Absent a stronger showing of the usual factors supporting judicial estoppel, the Court’s acceptance of the FTC’s current position does not “undermin[e] the integrity of the judicial process” in any way.
Point two is where the court ruled against the FTC.
There is no question that the FTC relies on a late-disclosed witness and evidence to support its ROSCA damages calculation.
The Court is not persuaded by the FTC’s arguments that its late disclosure of … ROSCA damages is substantially justified or harmless.
The FTC had put forth that the change in law
justifie(d) their failure to provide a computation of the smaller amount of damages associated only with the ROSCA violation.
The court rejected this argument, because
the change in law regarding remedies under Section 13(b) had no effect on the availability of ROSCA Section 19 remedies in this case.

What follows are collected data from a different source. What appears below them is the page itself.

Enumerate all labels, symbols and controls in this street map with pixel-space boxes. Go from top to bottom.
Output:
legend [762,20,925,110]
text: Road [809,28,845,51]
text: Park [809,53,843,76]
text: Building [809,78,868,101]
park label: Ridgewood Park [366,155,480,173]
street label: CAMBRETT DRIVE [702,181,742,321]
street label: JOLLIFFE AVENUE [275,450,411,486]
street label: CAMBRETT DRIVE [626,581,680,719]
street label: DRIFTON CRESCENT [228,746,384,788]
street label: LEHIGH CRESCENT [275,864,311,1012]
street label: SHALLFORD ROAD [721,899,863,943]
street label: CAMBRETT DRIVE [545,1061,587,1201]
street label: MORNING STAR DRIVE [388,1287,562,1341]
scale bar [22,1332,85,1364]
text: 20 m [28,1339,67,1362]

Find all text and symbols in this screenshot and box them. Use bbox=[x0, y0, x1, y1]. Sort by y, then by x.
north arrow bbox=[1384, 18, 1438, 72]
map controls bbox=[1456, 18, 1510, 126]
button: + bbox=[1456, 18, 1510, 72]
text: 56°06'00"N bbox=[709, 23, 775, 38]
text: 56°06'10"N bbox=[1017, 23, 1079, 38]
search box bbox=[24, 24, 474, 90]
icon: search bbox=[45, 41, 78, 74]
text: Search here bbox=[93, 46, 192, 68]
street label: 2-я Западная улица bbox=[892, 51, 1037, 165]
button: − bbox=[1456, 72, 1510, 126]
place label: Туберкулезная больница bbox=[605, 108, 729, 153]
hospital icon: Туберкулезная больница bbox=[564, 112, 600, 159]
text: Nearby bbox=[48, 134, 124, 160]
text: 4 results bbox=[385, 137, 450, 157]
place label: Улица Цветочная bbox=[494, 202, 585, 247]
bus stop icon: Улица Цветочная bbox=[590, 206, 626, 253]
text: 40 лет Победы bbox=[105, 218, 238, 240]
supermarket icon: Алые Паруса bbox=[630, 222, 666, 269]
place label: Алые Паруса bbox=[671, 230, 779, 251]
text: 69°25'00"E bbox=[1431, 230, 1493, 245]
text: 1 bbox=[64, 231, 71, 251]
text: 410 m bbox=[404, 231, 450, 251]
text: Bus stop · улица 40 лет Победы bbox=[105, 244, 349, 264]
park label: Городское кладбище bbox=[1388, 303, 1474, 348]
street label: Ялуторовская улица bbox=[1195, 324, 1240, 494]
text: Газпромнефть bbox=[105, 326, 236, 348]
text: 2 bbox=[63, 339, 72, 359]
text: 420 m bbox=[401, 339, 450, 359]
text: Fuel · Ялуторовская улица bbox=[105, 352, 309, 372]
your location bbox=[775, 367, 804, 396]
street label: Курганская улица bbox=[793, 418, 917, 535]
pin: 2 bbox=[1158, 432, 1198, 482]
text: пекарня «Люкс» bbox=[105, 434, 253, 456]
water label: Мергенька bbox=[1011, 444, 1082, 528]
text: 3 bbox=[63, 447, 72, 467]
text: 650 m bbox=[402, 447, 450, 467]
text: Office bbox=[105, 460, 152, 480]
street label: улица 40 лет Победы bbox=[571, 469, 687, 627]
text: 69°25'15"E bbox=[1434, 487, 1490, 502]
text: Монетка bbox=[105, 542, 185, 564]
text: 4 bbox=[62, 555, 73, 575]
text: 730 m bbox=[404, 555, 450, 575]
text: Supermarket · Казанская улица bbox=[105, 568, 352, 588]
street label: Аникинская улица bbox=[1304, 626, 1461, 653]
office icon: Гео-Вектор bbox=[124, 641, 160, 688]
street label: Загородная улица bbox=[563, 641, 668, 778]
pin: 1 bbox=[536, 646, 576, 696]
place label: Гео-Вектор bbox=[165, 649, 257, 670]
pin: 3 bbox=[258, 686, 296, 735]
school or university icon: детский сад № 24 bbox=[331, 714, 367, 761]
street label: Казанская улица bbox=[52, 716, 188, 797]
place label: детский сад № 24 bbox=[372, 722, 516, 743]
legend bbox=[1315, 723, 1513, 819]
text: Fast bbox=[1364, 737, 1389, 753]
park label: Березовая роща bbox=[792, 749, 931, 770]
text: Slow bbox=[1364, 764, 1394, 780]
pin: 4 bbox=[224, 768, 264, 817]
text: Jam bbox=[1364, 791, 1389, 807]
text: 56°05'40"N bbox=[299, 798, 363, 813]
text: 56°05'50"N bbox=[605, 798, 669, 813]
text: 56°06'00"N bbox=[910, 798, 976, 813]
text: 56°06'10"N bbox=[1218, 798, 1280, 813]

In other words, the FTC wasn’t prevented from seeking damages under ROSCA prior to the AMG decision.
The FTC was required to timely disclose computations of damages for all causes of action, including the ROSCA violation, notwithstanding that the law changed with respect to the computation of damages for equitable monetary relief under its wholly separate and distinct Section 13(b) cause of action.
In other words, as the Cardiffs put it, the FTC should not have “put all its eggs in the Section 13(b) basket.”
The omission of the computation of ROSCA damages under Rule 26(a)(iii) may have been a tactical decision, but it was not substantially justified or harmless.
The FTC were also pulled up on how withholding evidence and a witness was also “not harmless”.
The court did permit the FTC to “proceed to trial on damages for ROSCA violations”, but only based ‘on evidence and witnesses that have been properly disclosed.’
With respect to monetary damages, this is problematic because ‘the FTC has no evidence to present at trial to support its nascent theory of damages.’
Thus with points one, two and three addressed, the court concluded;
In the absence of any other theory of monetary relief after AMG, the Court concludes that the FTC cannot recover damages for consumers in this action.
No issues regarding monetary relief remain for trial.
The Redwood Preliminary Injunction
As part of their brief, the Cardiff’s argued
the FTC cannot seek a permanent injunction against them or, at the least, that the proposed permanent injunction should be narrowed.
The court disagreed on a blanket removal of the preliminary injunction.
The FTC may still seek a permanent injunction against the Cardiffs under Section 13(b) without first initiating administrative proceedings.
In light of the Cardiff’s intention to continue manufacturing oral strips, the court did however narrow the scope of the granted injunction.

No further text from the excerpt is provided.